● **Work task**:
If a line below includes the string "align", copy it.

● **Supplied entries**:
====================
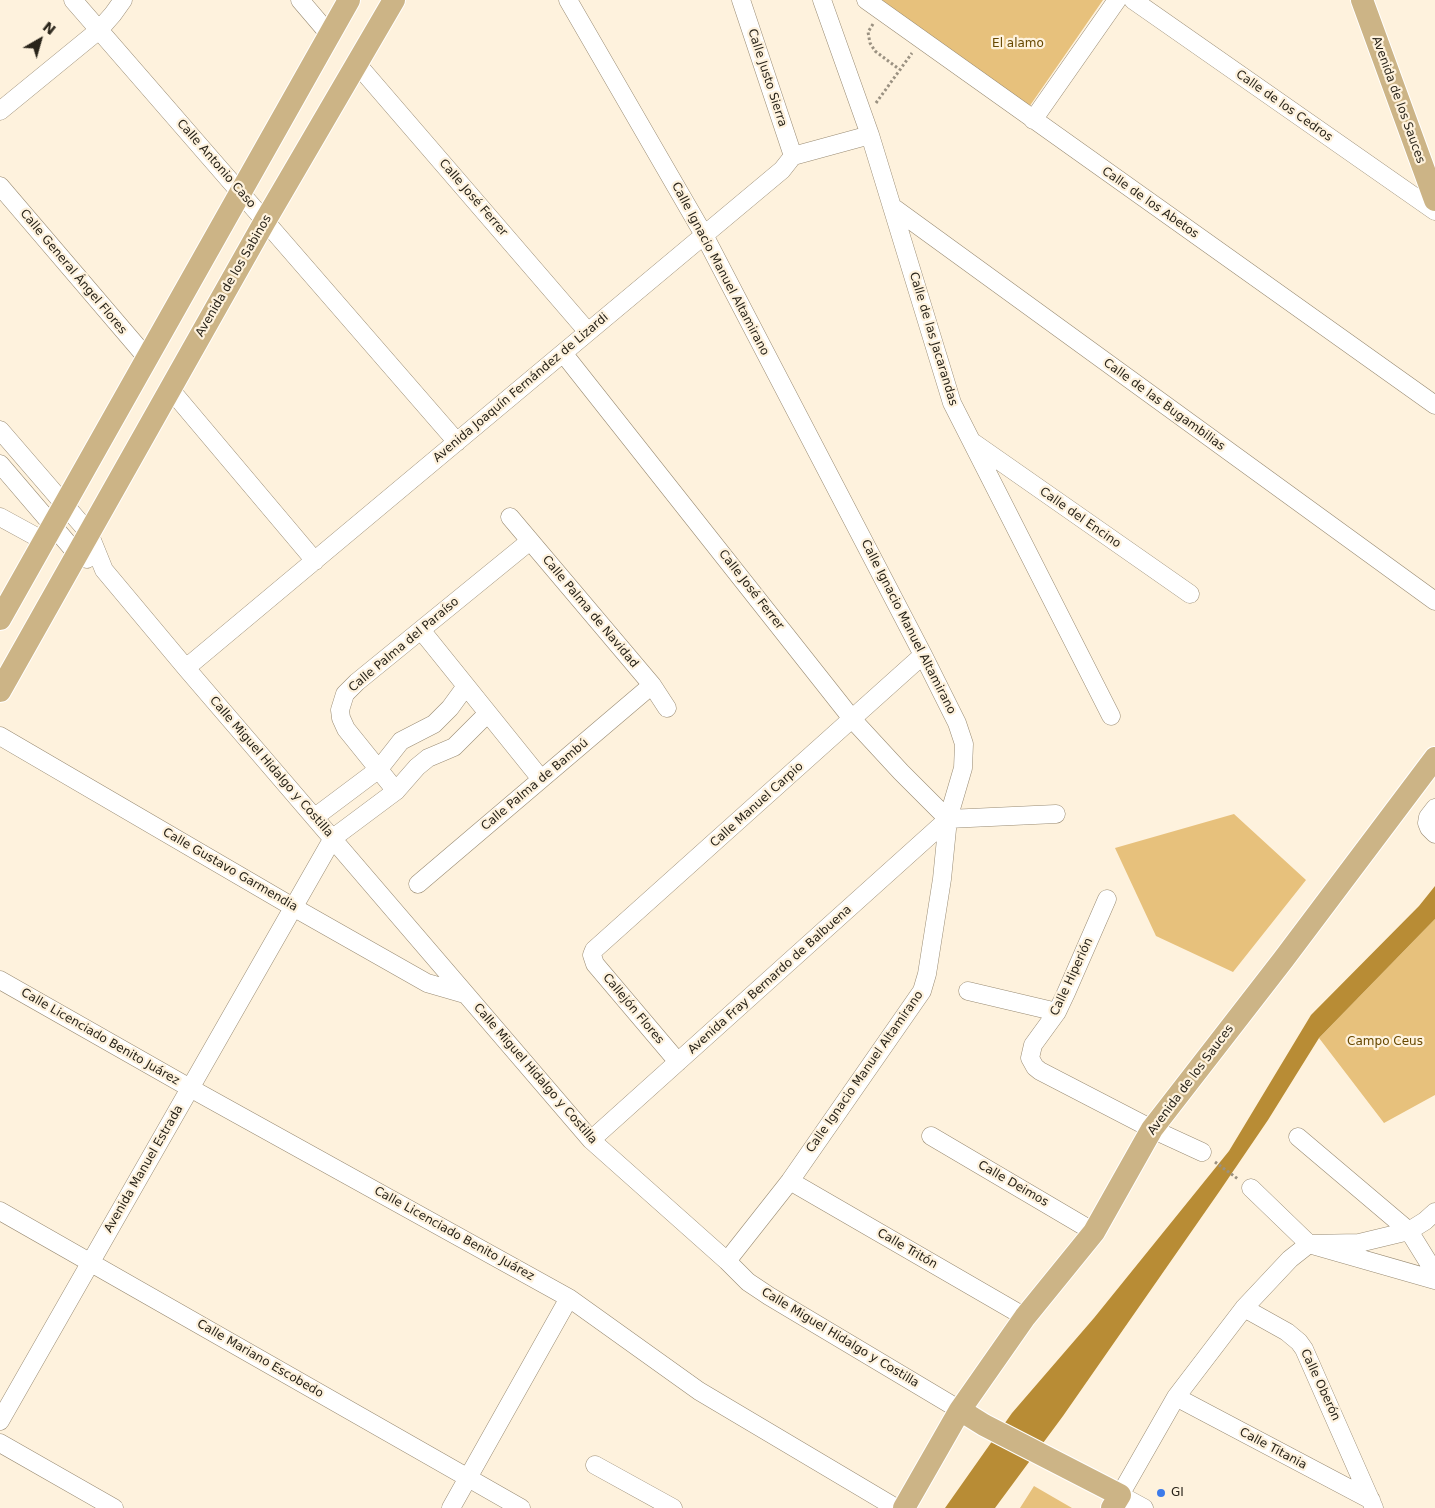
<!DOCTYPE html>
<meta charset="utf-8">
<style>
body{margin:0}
#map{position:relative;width:1435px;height:1508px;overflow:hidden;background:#fef2dd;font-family:"DejaVu Sans",sans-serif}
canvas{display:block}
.north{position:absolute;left:15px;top:15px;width:50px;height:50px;-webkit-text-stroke:4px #fef2dd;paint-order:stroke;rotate:38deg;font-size:14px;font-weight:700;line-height:20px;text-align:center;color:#29241a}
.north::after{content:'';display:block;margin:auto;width:18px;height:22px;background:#29241a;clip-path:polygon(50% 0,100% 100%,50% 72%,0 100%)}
</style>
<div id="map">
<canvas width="1435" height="1508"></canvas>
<div class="north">N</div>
</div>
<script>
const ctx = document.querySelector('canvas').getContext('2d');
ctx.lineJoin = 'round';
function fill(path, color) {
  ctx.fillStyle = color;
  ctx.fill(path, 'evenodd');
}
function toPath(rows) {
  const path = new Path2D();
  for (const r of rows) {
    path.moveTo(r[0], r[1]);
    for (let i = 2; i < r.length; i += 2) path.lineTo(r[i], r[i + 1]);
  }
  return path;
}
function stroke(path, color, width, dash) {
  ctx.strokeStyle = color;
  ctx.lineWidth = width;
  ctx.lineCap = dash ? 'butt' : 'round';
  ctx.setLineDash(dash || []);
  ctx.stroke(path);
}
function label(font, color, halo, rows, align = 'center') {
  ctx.font = font + ' "DejaVu Sans",sans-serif';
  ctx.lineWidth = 4.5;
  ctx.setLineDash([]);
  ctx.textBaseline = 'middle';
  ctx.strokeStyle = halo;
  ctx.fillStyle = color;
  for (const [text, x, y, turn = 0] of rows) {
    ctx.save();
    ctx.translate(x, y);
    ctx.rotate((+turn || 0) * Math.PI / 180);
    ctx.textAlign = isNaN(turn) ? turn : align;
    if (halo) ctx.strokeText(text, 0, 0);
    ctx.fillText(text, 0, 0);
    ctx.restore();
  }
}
const green = toPath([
 [880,0,1103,0,1029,107],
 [1234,814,1306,880,1233,972,1156,936,1115,848],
 [1435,919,1435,1095,1384,1123,1319,1038],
 [1034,1486,1072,1508,1020,1508]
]);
const water = toPath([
 [1435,886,1435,919,1319,1038,1268,1120,1219,1192,1063,1416,995,1508,945,1508,1012,1413,1094,1318,1229,1151,1311,1015,1419,906]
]);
const path = toPath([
 [873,24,868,32,870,43,875,51,899,69],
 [876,103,912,53],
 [1215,1162,1238,1179]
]);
const minor = toPath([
 [73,0,457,442],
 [300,0,329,34],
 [568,0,704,235,923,655,957,723,964,744,963,768,948,819,942,879,927,974,922,991,790,1181,727,1261],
 [741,0,793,156],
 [822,0,870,135,952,403,1111,716],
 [866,0,1435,405],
 [1133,0,1435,211],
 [357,64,588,332],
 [0,111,99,30,113,14,123,0],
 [1033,120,1117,0],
 [0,186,147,358],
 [894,208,1435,601],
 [563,353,853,720,901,772,948,819],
 [170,389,315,561],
 [0,430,89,533,104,570,186,668,591,1140,727,1261,748,1282,769,1296,960,1410],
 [974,443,1190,594],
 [0,464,77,554,87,559],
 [0,517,44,541],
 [510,517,652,685,667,708],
 [421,630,541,779],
 [186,668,782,170,793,156,870,135],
 [0,736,293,907,427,983,465,994],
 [396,791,346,729,341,718,340,710,345,694,357,682,530,541],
 [1435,808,1428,817,1427,823,1429,828,1435,834],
 [315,817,379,769,401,741,434,724,450,708,466,686],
 [948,819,1056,814],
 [418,884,652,685],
 [1107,899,1066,993,1057,1012,1033,1045,1030,1058,1035,1067,1040,1071,1152,1129,1202,1152],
 [0,980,190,1088,569,1298,699,1391,896,1508],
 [968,991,1057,1012],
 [678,1062,595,964,592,955,594,950,923,655],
 [931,1136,1094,1232],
 [1298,1137,1409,1231,1435,1273],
 [591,1140,948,819],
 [790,1181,1025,1317],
 [1251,1188,1309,1244,1435,1280],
 [0,1211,521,1508],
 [1244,1308,1287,1332,1299,1342,1304,1349,1374,1508],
 [1176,1397,1371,1500],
 [0,1421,333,838,396,791,417,767,428,758,454,747,488,713],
 [0,1443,114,1508],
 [595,1465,673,1508],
 [451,1508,569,1298],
 [1144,1508,1120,1495,1176,1397,1244,1308,1290,1259,1309,1244,1359,1243,1409,1231,1425,1221,1435,1212]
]);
const major = toPath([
 [1362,0,1435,200],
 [0,619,349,0],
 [0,691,265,221,394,0],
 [960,1410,984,1425,1120,1495,1112,1508],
 [904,1508,960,1410,1025,1317,1094,1232,1152,1129,1283,960,1435,758]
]);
const markers = [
 [1161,1493,5,"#3d7bea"]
];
const parkNames = [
 ["El alamo",1018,44],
 ["Campo Ceus",1385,1042]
];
const streetNames = [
 ["Calle Justo Sierra",767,78,72],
 ["Avenida de los Sauces",1398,100,70],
 ["Calle de los Cedros",1284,106,35],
 ["Calle Antonio Caso",216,164,49],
 ["Calle José Ferrer",473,198,49],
 ["Calle de los Abetos",1150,203,35],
 ["Calle Ignacio Manuel Altamirano",720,269,62],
 ["Calle General Ángel Flores",73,272,50],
 ["Avenida de los Sabinos",234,276,-60],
 ["Calle de las Jacarandas",933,339,73],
 ["Avenida Joaquín Fernández de Lizardi",521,388,-40],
 ["Calle de las Bugambilias",1164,405,36],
 ["Calle del Encino",1080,518,35],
 ["Calle José Ferrer",751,590,52],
 ["Calle Palma de Navidad",590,612,50],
 ["Calle Ignacio Manuel Altamirano",908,627,63],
 ["Calle Palma del Paraíso",404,645,-40],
 ["Calle Miguel Hidalgo y Costilla",271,767,49],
 ["Calle Palma de Bambú",535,785,-40],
 ["Calle Manuel Carpio",757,805,-42],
 ["Calle Gustavo Garmendia",230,870,30],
 ["Calle Hiperión",1072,977,-65],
 ["Avenida Fray Bernardo de Balbuena",770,980,-42],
 ["Callejón Flores",633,1009,50],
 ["Calle Licenciado Benito Juárez",100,1037,30],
 ["Calle Ignacio Manuel Altamirano",865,1072,-55],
 ["Calle Miguel Hidalgo y Costilla",535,1074,49],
 ["Avenida de los Sauces",1191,1080,-53],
 ["Avenida Manuel Estrada",144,1169,-60],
 ["Calle Deimos",1013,1184,30],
 ["Calle Licenciado Benito Juárez",454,1234,29],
 ["Calle Tritón",907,1249,30],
 ["Calle Miguel Hidalgo y Costilla",840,1338,31],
 ["Calle Mariano Escobedo",260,1359,30],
 ["Calle Oberón",1320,1385,65],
 ["Calle Titania",1273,1449,28]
];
const poiNames = [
 ["GI",1171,1493]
];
fill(green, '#e7c17c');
fill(water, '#b88c35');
stroke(minor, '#998b73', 19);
stroke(major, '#fff', 24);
stroke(path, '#9a9181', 3, [2.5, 2.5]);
stroke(minor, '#fff', 18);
stroke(major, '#ccb486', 22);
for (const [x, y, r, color] of markers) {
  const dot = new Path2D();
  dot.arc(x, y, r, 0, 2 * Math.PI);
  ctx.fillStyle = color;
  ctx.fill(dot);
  stroke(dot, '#fef2dd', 2);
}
label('12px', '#674801', '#fef2dd', parkNames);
label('12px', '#29241a', '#fef2dd', streetNames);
label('12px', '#29241a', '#fef2dd', poiNames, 'left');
</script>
====================
● **Answer to this exercise**:
.north{position:absolute;left:15px;top:15px;width:50px;height:50px;-webkit-text-stroke:4px #fef2dd;paint-order:stroke;rotate:38deg;font-size:14px;font-weight:700;line-height:20px;text-align:center;color:#29241a}
function label(font, color, halo, rows, align = 'center') {
    ctx.textAlign = isNaN(turn) ? turn : align;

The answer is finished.